Dad had that thing about him, he could always take you places and he always did, unable to stand still at work, at home, and in life. I’m yet to figure out what my father is still running from. One day I woke up and we were moving again. In 1993 I made my last move with Dad, to the United States of America. Dad had been laid off from Varig which was the only job I had ever seen him excited about in his life. He had worked there for over five years, the longest he had settled with anything in his life. Within a week of hearing the news my father was already gone and on a plane to New Jersey, this was in May. Mom and little brother followed two months later and I stayed to finish the school year, they told me. I was supposed to meet up with the rest of the family in December; however my mother had a nervous breakdown and demanded my grandmother send me on my way. It was September 13th, 1993 that I embarked on a plane to New Jersey, all by myself.

It all happened so quickly that the last couple weeks seemed pointless. I decided there was no point on studying for tests or respecting my teachers, my aunt was called into the principal’s office every week until I left.  After all, I was moving to another country, I was moving to a first world country.

2 Responses to “Diaspora”

  1. I had the same issues with my legs as a baby. Mom said they had to break my legs to correct them. By the way, I found your blog via linkedin. We are connected there, so I wanted to visit your blog. I admire your perspective on the diaspora.

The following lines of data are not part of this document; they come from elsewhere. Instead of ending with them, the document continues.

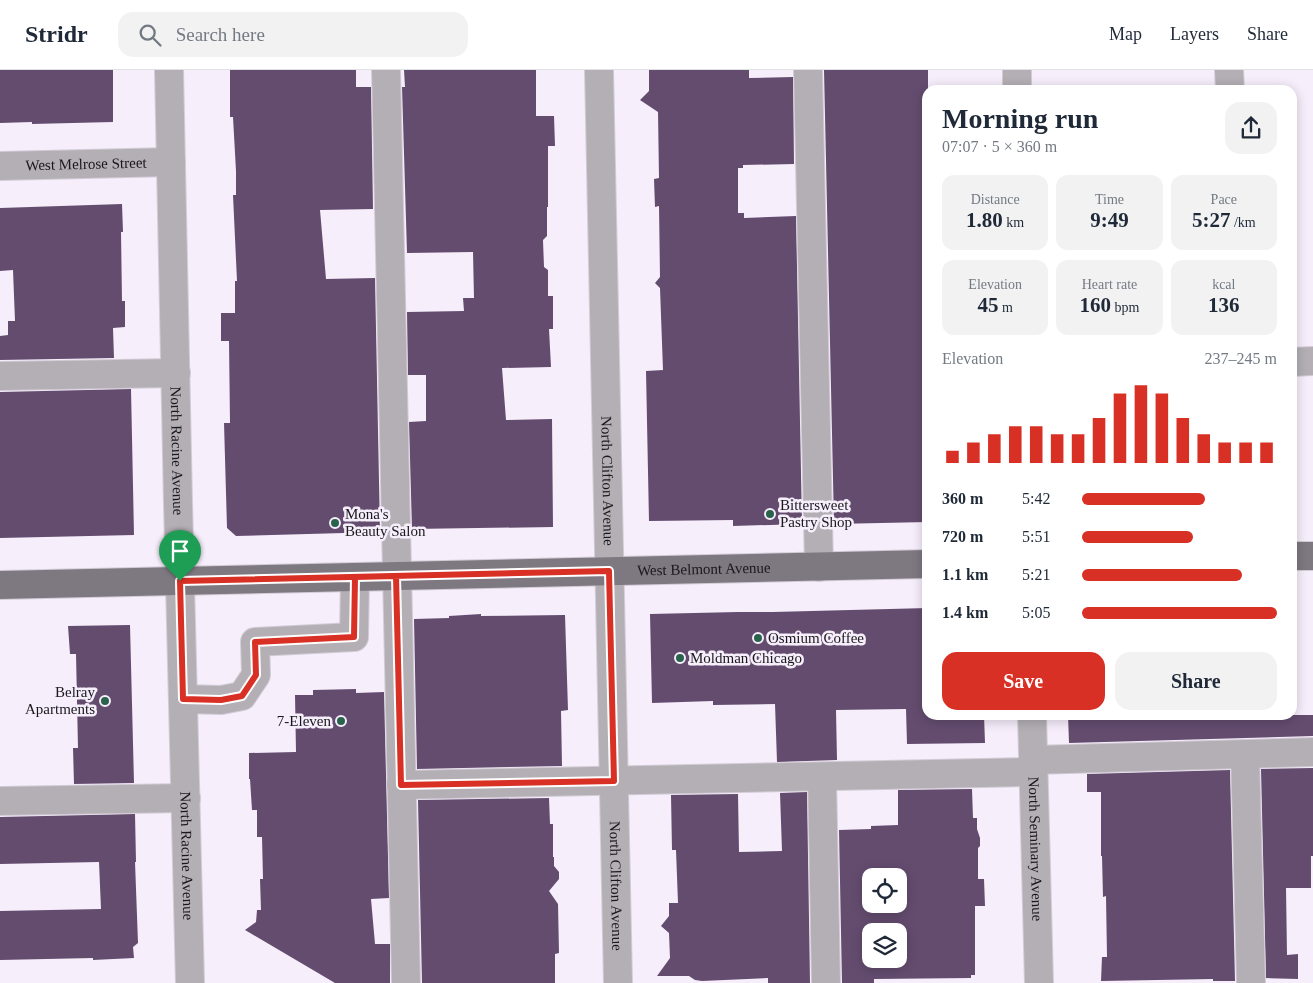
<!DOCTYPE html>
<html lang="en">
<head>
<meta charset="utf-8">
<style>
	body { margin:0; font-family:"Times New Roman",serif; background:#f2f2f3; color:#1f2937; height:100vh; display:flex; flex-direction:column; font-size:19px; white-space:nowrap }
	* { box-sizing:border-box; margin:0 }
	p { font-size:16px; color:#747a83 }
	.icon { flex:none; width:28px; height:28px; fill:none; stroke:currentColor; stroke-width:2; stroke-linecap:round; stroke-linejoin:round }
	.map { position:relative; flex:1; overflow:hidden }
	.panel { position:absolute; left:922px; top:15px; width:375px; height:635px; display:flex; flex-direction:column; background:#fff; border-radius:15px; box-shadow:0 2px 12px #0003 }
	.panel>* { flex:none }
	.tools { position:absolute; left:862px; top:798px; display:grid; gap:10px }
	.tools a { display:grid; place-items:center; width:45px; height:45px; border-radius:10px; background:#fff; box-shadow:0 2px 12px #0003; font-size:25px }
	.pin { position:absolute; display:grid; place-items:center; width:42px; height:42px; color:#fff; margin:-51px -21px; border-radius:50% 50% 50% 0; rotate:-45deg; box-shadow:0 0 5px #0007 }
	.pin .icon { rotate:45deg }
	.round { display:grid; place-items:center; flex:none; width:52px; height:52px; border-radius:15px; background:#f2f2f3 }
	.overview { display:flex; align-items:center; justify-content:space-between; height:85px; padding:0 20px }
	h1 { font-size:28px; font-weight:600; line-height:38px }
	.figures { display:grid; grid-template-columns:repeat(3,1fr); gap:8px; height:85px; padding:5px 20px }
	.figures div { display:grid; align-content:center; border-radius:12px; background:#f2f2f3; text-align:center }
	.figures b { font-size:21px; font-weight:600 }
	.figures small { font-size:14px; font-weight:400 }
	.figures p { font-size:14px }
	.chart { height:140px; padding:10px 20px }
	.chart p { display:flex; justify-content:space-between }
	.chart svg { width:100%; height:90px; margin-top:5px; stroke:#d93025; stroke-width:6 }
	.action { display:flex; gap:10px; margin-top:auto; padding:10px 20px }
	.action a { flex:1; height:58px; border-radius:15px; background:#d93025; color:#fff; font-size:20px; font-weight:600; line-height:58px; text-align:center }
	.action a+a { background:#f2f2f3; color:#1f2937 }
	ul { padding:0 20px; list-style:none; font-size:16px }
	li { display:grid; grid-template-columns:80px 60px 1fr; align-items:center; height:38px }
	li i { height:12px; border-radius:6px; background:#d93025 }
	header { display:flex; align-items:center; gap:30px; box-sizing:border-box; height:70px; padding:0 25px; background:#fff; border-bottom:1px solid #e0e1e3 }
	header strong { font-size:24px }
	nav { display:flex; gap:28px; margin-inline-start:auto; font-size:18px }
	.search { width:350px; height:45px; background:#f2f2f3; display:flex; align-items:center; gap:12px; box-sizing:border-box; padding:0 18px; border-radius:15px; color:#747a83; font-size:19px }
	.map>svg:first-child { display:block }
	.building { fill:#644c6f; fill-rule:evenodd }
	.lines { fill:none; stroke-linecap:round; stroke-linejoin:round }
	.minor-casing { stroke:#d3ccd7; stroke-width:30 }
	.major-casing { stroke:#d3ccd7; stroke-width:30 }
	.minor { stroke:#b3afb5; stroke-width:28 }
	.major { stroke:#7e7881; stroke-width:28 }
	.route-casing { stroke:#fff; stroke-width:10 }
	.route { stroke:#d93025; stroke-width:6 }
	.poi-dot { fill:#29634b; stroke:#f6eefb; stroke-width:2 }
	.labels { text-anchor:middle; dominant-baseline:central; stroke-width:5; stroke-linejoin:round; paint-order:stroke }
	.street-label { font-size:15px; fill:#1a181c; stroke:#f6eefb }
	.poi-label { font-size:15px; fill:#1a181c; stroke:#f6eefb; text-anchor:start }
</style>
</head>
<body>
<header>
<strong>Stridr</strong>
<div class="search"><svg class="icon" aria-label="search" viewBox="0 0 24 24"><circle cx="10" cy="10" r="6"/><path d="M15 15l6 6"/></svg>Search here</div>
<nav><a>Map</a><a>Layers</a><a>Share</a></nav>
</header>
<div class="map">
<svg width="1313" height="913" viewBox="0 0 1313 913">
	<rect width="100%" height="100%" fill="#f6eefb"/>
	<path class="building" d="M0,0h113v52l-81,2v-2l-32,1z
		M230,0h126v17h15l2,122 -53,1 6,69 49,-1 5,254 -144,4 -9,-8 -3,-105h6l-1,-82h-8v-28h14v-32h2l-4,-86h3v-24l-3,-54h-3z
		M404,0h132v46h18l1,30h-7v61h-1v29l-4,4 1,27 4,3v26h5v33h-4l2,38 -49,1 4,52 46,-1 1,108 -141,2 -3,-107 17,-1v-46h-18l-1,-63 57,-1 -1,-13h11l-1,-46 -66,1 -5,-166h3z
		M649,0h100v8l44,-1 1,87 -51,1v3h-5v45h6v5l52,-2 6,308 -69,2v-6l-84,1 -3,-150 17,-1 -3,-82 -5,-5 5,-6 -1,-71 -4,1 -1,-28 5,-1 -1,-66 -18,-12 9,-9z
		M824,0h104v452l-94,2z
		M122,134l1,28h-2l1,69h3v26l-12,1 1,30 -114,2v-24l8,-1v-14h7l-2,-51 -13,1v-63z
		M131,319l3,146 -134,3v-146z
		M928,538v107h56l1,28 -78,1 -1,-35 -70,1 1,50 -60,2 -2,-58 -62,1v-4l-61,2 -2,-89 88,-2h35z
		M481,544v2l84,-1 3,95 -7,1 1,55 -145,3 -3,-150 35,-1v-2z
		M130,555l4,158 -60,1 -1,-36h5l-2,-94h-6l-2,-28z
		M356,619v4l28,-1 5,206 -18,1 4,45h15v39h-55l-90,-53 11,-8 1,-12h4l-1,-31h3l-1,-42h-5v-27h-5l-2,-31h-1v-26l47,-1 -1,-57h18v-5z
		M1068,645h245v21l-244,7z
		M1313,698v88h-2v32h-25l1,67 11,-1v25l-32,-1 -5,-209z
		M1230,700l5,211h-22v-2l-112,2 1,-24h5l-1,-61 -3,1 -1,-41h-1v-64h-14v-18z
		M972,719l1,29h4v11l3,9v8l-2,2v31h6l1,27h-10v69h-4v3l-97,1v4h-32l-3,-153 32,-1v-3l27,-1v-35zM871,806h28v28h-28zM871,861h28v28h-28z
		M807,722l3,191h-42v-5l-66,3 -7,-1 -6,-4h-32l13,-18 -1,-25 -8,-7 8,-10v-13h9l-2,-53h-4l-1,-55 67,-1 1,58 43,-1 -2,-58z
		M549,728l1,26h3v33h1v9l5,6v7l-10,12 9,13 1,49 -4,1v29h-133l-4,-183z
		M135,744l1,48h-1l3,81 -5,4 1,11 -41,2v-2l-93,2v-49l101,-2 -2,-47 -99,2v-47z"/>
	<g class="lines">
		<g class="minor-casing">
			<g id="minor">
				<path id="s1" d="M169,0l9,433 12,480"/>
				<path d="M386,0l20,913"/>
				<path id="s2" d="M599,0l19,913"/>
				<path d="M808,0l11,497"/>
				<path d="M1017,0v20"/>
				<path d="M1229,0l1,20"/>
				<path id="s3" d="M0,96l171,-4"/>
				<path d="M1292,292l21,-1"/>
				<path d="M0,306l176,-3"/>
				<path d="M183,629l38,1 21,-4 14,-21 -1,-33 99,-5 1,-60"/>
				<path id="s4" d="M1032,645l7,268"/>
				<path d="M1245,684l6,229"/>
				<path d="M1033,690l280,-8"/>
				<path d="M822,707l4,206"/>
				<path d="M401,715l632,-13"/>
				<path d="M0,731l186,-3"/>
			</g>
		</g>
		<g class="major-casing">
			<g id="major">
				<path d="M1292,486h21"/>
				<path id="s5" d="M0,515l928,-21"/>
			</g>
		</g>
		<use href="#minor" class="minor"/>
		<use href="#major" class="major"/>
	</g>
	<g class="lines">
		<g class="route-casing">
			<path id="route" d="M180,511l3,118 38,1 21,-4 14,-21 -1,-33 99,-5 1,-60 41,-1 5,209 213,-4 -5,-210c-143,4 -286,7 -429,10"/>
		</g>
		<use href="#route" class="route"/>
	</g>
	<g class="poi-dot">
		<circle cx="770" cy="444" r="5"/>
		<circle cx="335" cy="453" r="5"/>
		<circle cx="758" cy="568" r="5"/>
		<circle cx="680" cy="588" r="5"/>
		<circle cx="105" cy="631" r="5"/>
		<circle cx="341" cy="651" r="5"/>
	</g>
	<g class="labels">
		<g class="street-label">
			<text stroke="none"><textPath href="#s3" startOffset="86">West Melrose Street</textPath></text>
			<text stroke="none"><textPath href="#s1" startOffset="381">North Racine Avenue</textPath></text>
			<text stroke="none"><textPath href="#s2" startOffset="411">North Clifton Avenue</textPath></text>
			<text stroke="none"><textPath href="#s5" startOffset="704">West Belmont Avenue</textPath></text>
			<text stroke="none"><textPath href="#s4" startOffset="134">North Seminary Avenue</textPath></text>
			<text stroke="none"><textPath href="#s1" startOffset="786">North Racine Avenue</textPath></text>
			<text stroke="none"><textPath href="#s2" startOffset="816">North Clifton Avenue</textPath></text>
		</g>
		<g class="poi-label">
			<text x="780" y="435">Bittersweet<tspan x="780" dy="17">Pastry Shop</tspan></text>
			<text x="345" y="444">Mona's<tspan x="345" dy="17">Beauty Salon</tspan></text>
			<text x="768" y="568">Osmium Coffee</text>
			<text x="690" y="588">Moldman Chicago</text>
			<text x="95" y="622" text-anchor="end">Belray<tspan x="95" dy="17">Apartments</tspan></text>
			<text x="331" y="651" text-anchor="end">7-Eleven</text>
		</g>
	</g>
</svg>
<div class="tools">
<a><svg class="icon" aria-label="locate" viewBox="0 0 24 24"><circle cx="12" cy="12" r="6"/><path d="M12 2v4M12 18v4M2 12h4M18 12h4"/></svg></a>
<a><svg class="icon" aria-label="layers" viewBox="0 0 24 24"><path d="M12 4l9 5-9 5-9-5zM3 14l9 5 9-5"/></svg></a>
</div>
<div class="pin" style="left:180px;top:511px;background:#1e9e55"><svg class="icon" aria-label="arrive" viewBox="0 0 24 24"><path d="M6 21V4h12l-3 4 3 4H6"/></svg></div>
<section class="panel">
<div class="overview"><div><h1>Morning run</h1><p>07:07 · 5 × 360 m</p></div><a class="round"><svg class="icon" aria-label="share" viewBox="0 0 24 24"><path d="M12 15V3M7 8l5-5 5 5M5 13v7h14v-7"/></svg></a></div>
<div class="figures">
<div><p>Distance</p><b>1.80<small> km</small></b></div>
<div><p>Time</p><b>9:49</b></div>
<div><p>Pace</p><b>5:27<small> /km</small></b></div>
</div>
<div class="figures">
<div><p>Elevation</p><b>45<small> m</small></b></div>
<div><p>Heart rate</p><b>160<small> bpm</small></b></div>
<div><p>kcal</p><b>136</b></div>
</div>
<div class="chart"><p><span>Elevation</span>237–245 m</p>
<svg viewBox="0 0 160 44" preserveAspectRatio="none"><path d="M5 44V38M15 44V34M25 44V30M35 44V26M45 44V26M55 44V30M65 44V30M75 44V22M85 44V10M95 44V6M105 44V10M115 44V22M125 44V30M135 44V34M145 44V34M155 44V34"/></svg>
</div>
<ul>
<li><b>360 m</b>5:42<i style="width:63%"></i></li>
<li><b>720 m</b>5:51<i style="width:57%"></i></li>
<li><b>1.1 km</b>5:21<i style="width:82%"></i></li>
<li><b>1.4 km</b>5:05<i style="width:100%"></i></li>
</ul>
<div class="action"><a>Save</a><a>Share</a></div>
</section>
</div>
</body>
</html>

Your way of mastering the reality, gives those of us who understand, a peak into your heart. Thanks.

    • Hi Brian, thank you for stopping by and for commenting. Nothing makes me happier than having people enjoy my writing. Diaspora is the first page of my book; a fictionalized autobiography of my experience as a Brazilian immigrant in the 90s in the U.S. Hope you’ll read that too when it’s published! Have a wonderful holiday season with family and friends. Cheers!